Apesar de ser uma questão tão importante, essa mensagem de que a maconha pode levar a problemas psiquiátricos não é suficientemente divulgada. As pessoas acham que é só mais uma droga, uma erva inofensiva, e não é bem assim.

Como você vê as políticas públicas no Brasil em relação ao usuário de alucinógenos?

Não temos um sistema bom. Não temos atendimento suficiente, nem de boa qualidade. É um problema grave. Às vezes cometemos o erro de criminalizar quem usa maconha, o que não deveria acontecer considerando-se toda a informação da qual dispomos. Caberia uma grande ação preventiva para que compreendam o risco inerente à conduta de uso, em especial o uso sistemático. É preciso ter uma consciência social mais séria do risco que representa o uso regular de maconha.

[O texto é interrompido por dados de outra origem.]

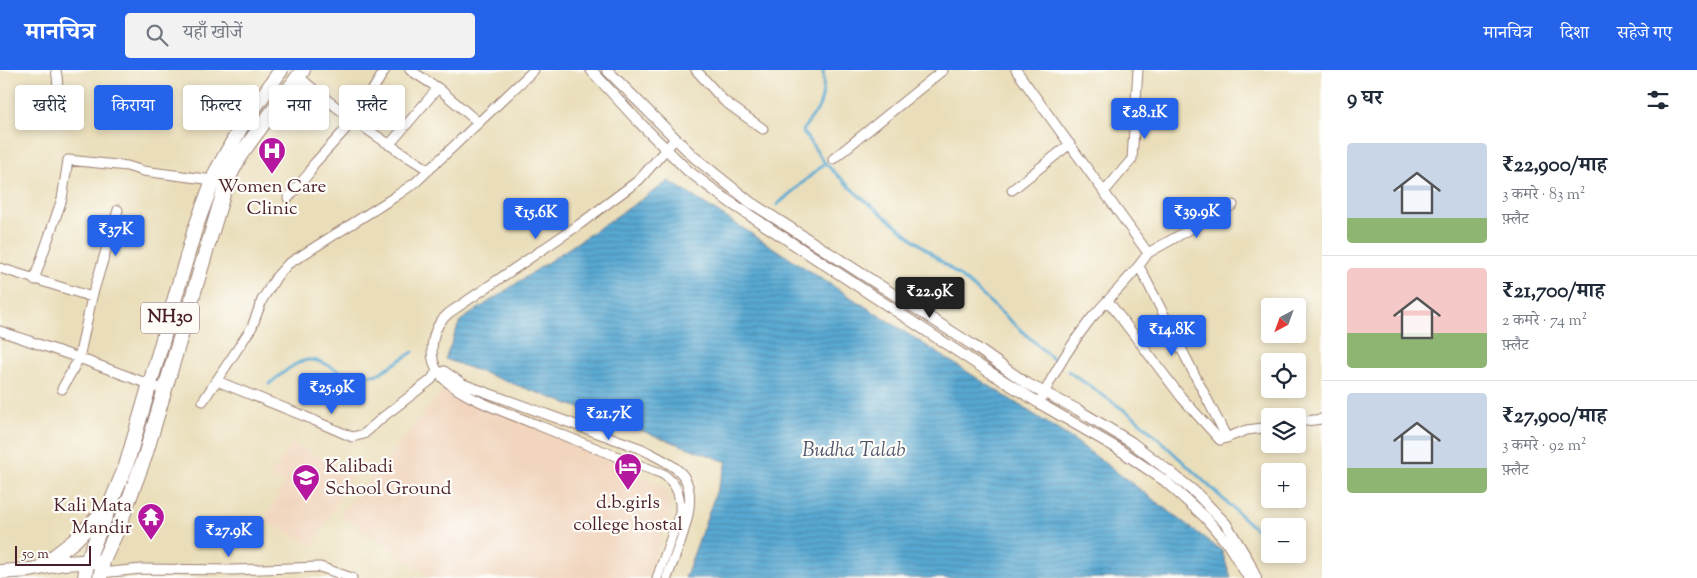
<!DOCTYPE html>
<html lang="hi">
<head>
<meta charset="utf-8">
<style>
	:root { --surface:#fff; --page:#f2f2f3; --text:#1f2937; --muted:#747a83; --line:#e0e1e3; --accent:#2563eb }
	body { margin:0; font-family:"Sorts Mill Goudy","Noto Serif Devanagari",serif; background:var(--page); color:var(--text); height:100vh; display:flex; flex-direction:column; font-size:19px; white-space:nowrap }
	* { box-sizing:border-box; margin:0 }
	p { font-size:16px; color:var(--muted) }
	.icon { flex:none; width:28px; height:28px; fill:none; stroke:currentColor; stroke-width:2; stroke-linecap:round; stroke-linejoin:round }
	.map { position:relative; flex:1; overflow:hidden }
	.sheet { display:flex; flex-direction:column; background:var(--surface); width:375px }
	.sheet>* { flex:none }
	.top-card { position:absolute; left:15px; top:15px; width:475px; height:45px; display:flex; gap:10px }
	.needle { width:32px; rotate:221deg }
	.controls { position:absolute; left:1261px; top:228px; display:grid; gap:10px }
	.controls a { display:grid; place-items:center; width:45px; height:45px; border-radius:5px; background:var(--surface); box-shadow:0 2px 8px #0003; font-size:25px }
	.scale { position:absolute; left:15px; bottom:12px; width:76px; box-sizing:border-box; padding-left:5px; border:2px solid #4a1f2b; border-top:0; font-size:14px; line-height:18px; white-space:nowrap; color:#4a1f2b; -webkit-text-stroke:4px #fdfcf7; paint-order:stroke }
	.price { position:absolute; translate:-50% -42px; padding:0 11px; border-radius:5px; background:var(--accent); color:#fff; font-size:16px; line-height:32px; filter:drop-shadow(0 1px 2px #0008) }
	.price::after { content:''; position:absolute; left:50%; top:30px; width:15px; height:11px; margin-left:-8px; background:inherit; clip-path:polygon(0 0,100% 0,50% 100%) }
	.price.active { background:#222; color:#fff }
	ul { padding:0; list-style:none }
	li { display:flex; align-items:center; gap:15px; height:125px; padding:0 25px }
	li+li { border-top:1px solid var(--line) }
	li span { display:grid; place-items:center; flex:none; width:140px; height:100px; border-radius:5px; color:#555 }
	li>.icon { margin-inline-start:auto }
	span .icon { width:60px; height:60px; fill:#fffc; stroke-width:1 }
	li b { font-size:21px }
	h2 { display:flex; justify-content:space-between; align-items:center; height:60px; padding:0 25px; font-size:21px }
	.chip { padding:0 18px; border-radius:5px; background:var(--surface); box-shadow:0 2px 8px #0003; font-size:18px; line-height:45px }
	.chip.active { background:var(--accent); color:#fff }
	header { display:flex; align-items:center; gap:30px; box-sizing:border-box; height:70px; padding:0 25px; background:var(--accent); color:#fff }
	header strong { font-size:24px }
	nav { display:flex; gap:28px; margin-inline-start:auto; font-size:18px }
	.search { width:350px; height:45px; background:var(--page); display:flex; align-items:center; gap:12px; box-sizing:border-box; padding:0 18px; border-radius:5px; color:var(--muted); font-size:19px }
	main { display:flex; flex:1; min-height:0 }
	.map>svg:first-child { display:block }
	.built { fill:#f1d5bd }
	.water { fill:url(#water-rules); stroke:#50647e }
	.lines { fill:none; stroke-linecap:round; stroke-linejoin:round }
	.stream { stroke:#57a8d2; stroke-width:3 }
	.minor-casing { stroke:#9a7e72; stroke-width:11 }
	.tertiary-casing { stroke:#9a7e72; stroke-width:12 }
	.primary-casing { stroke:#9a7e72; stroke-width:16 }
	.minor { stroke:#fff; stroke-width:9 }
	.tertiary { stroke:#fff; stroke-width:10 }
	.primary { stroke:#fff; stroke-width:14 }
	.labels { text-anchor:middle; dominant-baseline:central; stroke-width:4.5; stroke-linejoin:round; paint-order:stroke }
	.shield { fill:#fdfcf7; stroke:#806168; stroke-width:1 }
	.shield-label { font-size:18px; font-weight:bold; fill:#4a1f2b }
	.poi-label { font-size:19px; fill:#4a1f2b; stroke:#fdfcf7 }
	.water-label { font-size:20px; font-style:italic; fill:#4f566e; stroke:#fdfcf7 }
</style>
</head>
<body>
<header>
<strong>मानचित्र</strong>
<div class="search"><svg class="icon" aria-label="search" viewBox="0 0 24 24"><circle cx="10" cy="10" r="6"/><path d="M15 15l6 6"/></svg>यहाँ खोजें</div>
<nav><a>मानचित्र</a><a>दिशा</a><a>सहेजे गए</a></nav>
</header>
<main>
<div class="map">
<svg width="1322" height="508" viewBox="0 0 1322 508">
	<defs>
		<pattern id="water-rules" width="6" height="5" patternUnits="userSpaceOnUse" patternTransform="scale(1.25)"><rect width="6" height="5" fill="#57a8d2"/><path d="M0 2.5h6" fill="none" stroke="#4a88ab"/></pattern>
	</defs>
	<rect width="100%" height="100%" fill="#fdfcf7"/>
	<filter id="ink" filterUnits="userSpaceOnUse"><feTurbulence type="fractalNoise" baseFrequency=".02" numOctaves="2"/><feDisplacementMap in="SourceGraphic" scale="10" xChannelSelector="R" yChannelSelector="G"/><feConvolveMatrix kernelMatrix="1 2 1 2 8 2 1 2 1" color-interpolation-filters="sRGB"/></filter>
	<filter id="wash" filterUnits="userSpaceOnUse"><feTurbulence type="fractalNoise" baseFrequency=".0096" numOctaves="4" result="noise"/><feDisplacementMap in="SourceGraphic" scale="20" xChannelSelector="R" yChannelSelector="G"/><feGaussianBlur stdDeviation="1.12" result="paint"/><feColorMatrix in="noise" values="0 0 0 0 0 0 0 0 0 0 0 0 0 0 0 0 0 1.4 0 .05"/><feComposite in="paint" operator="in"/></filter>
	<g filter="url(#wash)">
		<rect width="100%" height="100%" fill="#eadeba"/>
		<path class="built" d="M 445,319 L 659,413 L 667,421 L 671,442 L 647,508 L 431,508 L 340,444 Z
			M 292,374 L 353,405 L 313,476 L 265,451 L 284,413 L 270,407 Z"/>
		<path class="water" d="M 669,111 L 1074,370 L 1222,481 L 1231,508 L 685,508 L 727,392 L 445,289 L 460,251 Z"/>
		<g class="lines">
			<path class="stream" d="M 823,0 C 824,15 824,29 816,42 C 811,49 805,54 803,62 L 825,93 L 857,124 L 972,216 L 1054,290
				M 777,135 L 825,93
				M 1068,301 L 1137,349 L 1266,469
				M 269,314 C 306,284 309,282 350,308 L 378,304 L 413,282"/>
		</g>
	</g>
	<g filter="url(#ink)">
		<g class="lines">
			<defs>
				<path id="minor" d="M 410,0 L 438,18 L 479,53
					M 696,0 L 724,31 L 763,59
					M 1016,0 L 1148,183 C 1132,208 1109,227 1090,250 C 1071,274 1055,301 1041,329
					M 298,6 C 339,42 384,72 429,100
					M 52,51 C 56,33 60,18 56,0
					M 389,75 L 438,18
					M 833,89 L 943,0
					M 1012,120 L 1070,74
					M 1104,122 L 1132,89 L 1138,0
					M 288,128 L 310,102 L 313,95 L 354,50 L 385,0
					M 1148,183 L 1233,135
					M 1139,196 L 1227,368
					M 0,198 L 92,227
					M 34,210 L 62,129 L 68,90 L 127,96 L 143,101 L 213,110
					M 1108,231 L 1182,328 L 1220,370 L 1247,360 L 1270,357
					M 0,261 L 79,288 L 164,320
					M 444,301 L 463,314 L 642,379 C 655,386 669,392 679,401 C 705,424 676,481 667,508
					M 217,311 L 304,346 L 352,367 L 364,364 L 383,347 L 431,310 L 437,301
					M 62,319 L 79,288 L 92,227 L 118,140
					M 203,331 L 252,257 L 262,230 L 277,206 L 288,194 L 393,128 L 416,112 L 534,0
					M 1298,352 L 1322,349
					M 100,503 L 142,499 L 233,500 L 320,497 L 352,508
					M 657,508 L 680,443 C 681,426 677,414 663,404 C 620,388 577,371 535,354 C 508,343 453,325 438,302 C 429,288 431,267 439,254 C 441,250 446,246 449,243 L 580,154 L 639,110 L 675,69"/>
				<path id="tertiary" d="M 591,0 L 638,51 L 687,100 L 731,133 L 983,298 L 1039,333 L 1117,378 L 1165,411 L 1205,447 L 1228,474 L 1249,508
					M 607,0 L 694,87 L 750,132 L 971,274 L 1026,313 L 1078,340 L 1131,372 L 1170,402 L 1197,424 L 1226,454 L 1248,490 L 1256,508"/>
				<path id="primary" d="M 43,495 L 74,471 L 105,440
					M 0,502 L 30,500 L 64,493 L 96,491
					M 85,508 L 87,491 L 126,396 L 195,159 L 216,102 L 241,57 L 281,0
					M 100,508 L 103,491 L 119,456 L 145,386 L 227,111 L 241,84 L 303,0"/>
			</defs>
			<use href="#minor" class="minor-casing"/>
			<use href="#tertiary" class="tertiary-casing"/>
			<use href="#primary" class="primary-casing"/>
			<use href="#minor" class="minor"/>
			<use href="#tertiary" class="tertiary"/>
			<use href="#primary" class="primary"/>
		</g>
	</g>
	<defs>
		<symbol id="hospital-pin" viewBox="-11 -11 22 30"><path d="M0 17L-7.5 6A9.5 9.5 0 1 1 7.5 6Z" fill="#b5179e" stroke="#fdfcf7"/><path d="M-5-5h3v3.5h4V-5h3V5h-3V1.5h-4V5h-3Z" fill="#fff"/></symbol>
		<symbol id="hotel-pin" viewBox="-11 -11 22 30"><path d="M0 17L-7.5 6A9.5 9.5 0 1 1 7.5 6Z" fill="#b5179e" stroke="#fdfcf7"/><path d="M-6-4.5h1.5V1H6V5H4.5V3h-9V5H-6ZM-4 0a1.8 1.8 0 1 1 3.6 0ZM.5 0V-2.5h3Q6-2.5 6 0Z" fill="#fff"/></symbol>
		<symbol id="school-pin" viewBox="-11 -11 22 30"><path d="M0 17L-7.5 6A9.5 9.5 0 1 1 7.5 6Z" fill="#b5179e" stroke="#fdfcf7"/><path d="M0-5L7-2L0 1L-7-2ZM-4 1L0 2.5L4 1V4Q0 6-4 4Z" fill="#fff"/></symbol>
		<symbol id="temple-pin" viewBox="-11 -11 22 30"><path d="M0 17L-7.5 6A9.5 9.5 0 1 1 7.5 6Z" fill="#b5179e" stroke="#fdfcf7"/><path d="M0-6L5-2H3V0L6.5 2.5H4V6H1.5V3h-3V6H-4V2.5H-6.5L-3 0V-2H-5Z" fill="#fff"/></symbol>
	</defs>
	<g fill-rule="evenodd">
		<use href="#hospital-pin" x="256" y="65" width="32" height="43"/>
		<use href="#hotel-pin" x="612" y="381" width="32" height="43"/>
		<use href="#school-pin" x="290" y="392" width="32" height="43"/>
		<use href="#temple-pin" x="135" y="431" width="32" height="43"/>
	</g>
	<g class="labels">
		<rect class="shield" x="141" y="232.5" width="58" height="31" rx="4"/>
		<g class="shield-label">
			<text x="170" y="248">NH30</text>
		</g>
		<g class="poi-label">
			<text x="272" y="117">Women Care<tspan x="272" dy="22">Clinic</tspan></text>
			<text x="325" y="397" text-anchor="start">Kalibadi<tspan x="325" dy="22">School Ground</tspan></text>
			<text x="628" y="433">d.b.girls<tspan x="628" dy="22">college hostal</tspan></text>
			<text x="132" y="436" text-anchor="end">Kali Mata<tspan x="132" dy="22">Mandir</tspan></text>
		</g>
		<g class="water-label">
			<text x="854" y="381">Budha Talab</text>
		</g>
	</g>
</svg>
<div class="controls">
<a><svg class="needle" viewBox="-14 -14 28 28"><path d="M0-13l5 13h-10z" fill="#e53935"/><path d="M0 13l5-13h-10z" fill="#747a83"/></svg></a>
<a><svg class="icon" aria-label="locate" viewBox="0 0 24 24"><circle cx="12" cy="12" r="6"/><path d="M12 2v4M12 18v4M2 12h4M18 12h4"/></svg></a>
<a><svg class="icon" aria-label="layers" viewBox="0 0 24 24"><path d="M12 4l9 5-9 5-9-5zM3 14l9 5 9-5"/></svg></a>
<a>+</a>
<a>−</a>
</div>
<div class="scale">50 m</div>
<b class="price" style="left:1145px;top:70px">₹28.1K</b>
<b class="price" style="left:1197px;top:169px">₹39.9K</b>
<b class="price" style="left:536px;top:170px">₹15.6K</b>
<b class="price" style="left:116px;top:187px">₹37K</b>
<b class="price active" style="left:930px;top:249px">₹22.9K</b>
<b class="price" style="left:1172px;top:287px">₹14.8K</b>
<b class="price" style="left:332px;top:345px">₹25.9K</b>
<b class="price" style="left:609px;top:371px">₹21.7K</b>
<b class="price" style="left:229px;top:488px">₹27.9K</b>
<div class="top-card">
<a class="chip">खरीदें</a>
<a class="chip active">किराया</a>
<a class="chip">फ़िल्टर</a>
<a class="chip">नया</a>
<a class="chip">फ़्लैट</a>
</div>
</div>
<section class="sheet">
<h2>9 घर<svg class="icon" aria-label="filters" viewBox="0 0 24 24"><path d="M4 7h16M4 17h16"/><circle cx="9" cy="7" r="2"/><circle cx="15" cy="17" r="2"/></svg></h2>
<ul>
<li><span style="background:linear-gradient(#c9d6e8 75%,#8fb573 0)"><svg class="icon" aria-label="home" viewBox="0 0 24 24"><path d="M3 11l9-7 9 7M6 9v11h12V9"/></svg></span><div><b>₹22,900/माह</b><p>3 कमरे · 83 m²</p><p>फ़्लैट</p></div></li>
<li><span style="background:linear-gradient(#f6c9c9 65%,#8fb573 0)"><svg class="icon" aria-label="home" viewBox="0 0 24 24"><path d="M3 11l9-7 9 7M6 9v11h12V9"/></svg></span><div><b>₹21,700/माह</b><p>2 कमरे · 74 m²</p><p>फ़्लैट</p></div></li>
<li><span style="background:linear-gradient(#c9d6e8 75%,#8fb573 0)"><svg class="icon" aria-label="home" viewBox="0 0 24 24"><path d="M3 11l9-7 9 7M6 9v11h12V9"/></svg></span><div><b>₹27,900/माह</b><p>3 कमरे · 92 m²</p><p>फ़्लैट</p></div></li>
</ul>
</section>
</main>
</body>
</html>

A propaganda do álcool está livre, a maconha dizem que é uma erva inocente. O governo não tem projeto de atendimento e prevenção eficiente. A única coisa interessante foi a Lei Seca, que não é tão seca assim, pois você pode beber muito e voltar para casa de ônibus. Mas foi uma medida interessante, um primeiro alerta social quanto ao abuso de álcool.

Em termos de atendimento, dependentes de drogas e familiares passam por dificuldades. Tudo é muito precário, com déficit de locais de atendimento, poucos leitos médicos para casos graves e ausência de estrutura e equipes. Estamos muito aquém de um atendimento eficiente, em plena epidemia do uso do crack, e iludidos achando que liberar é a solução.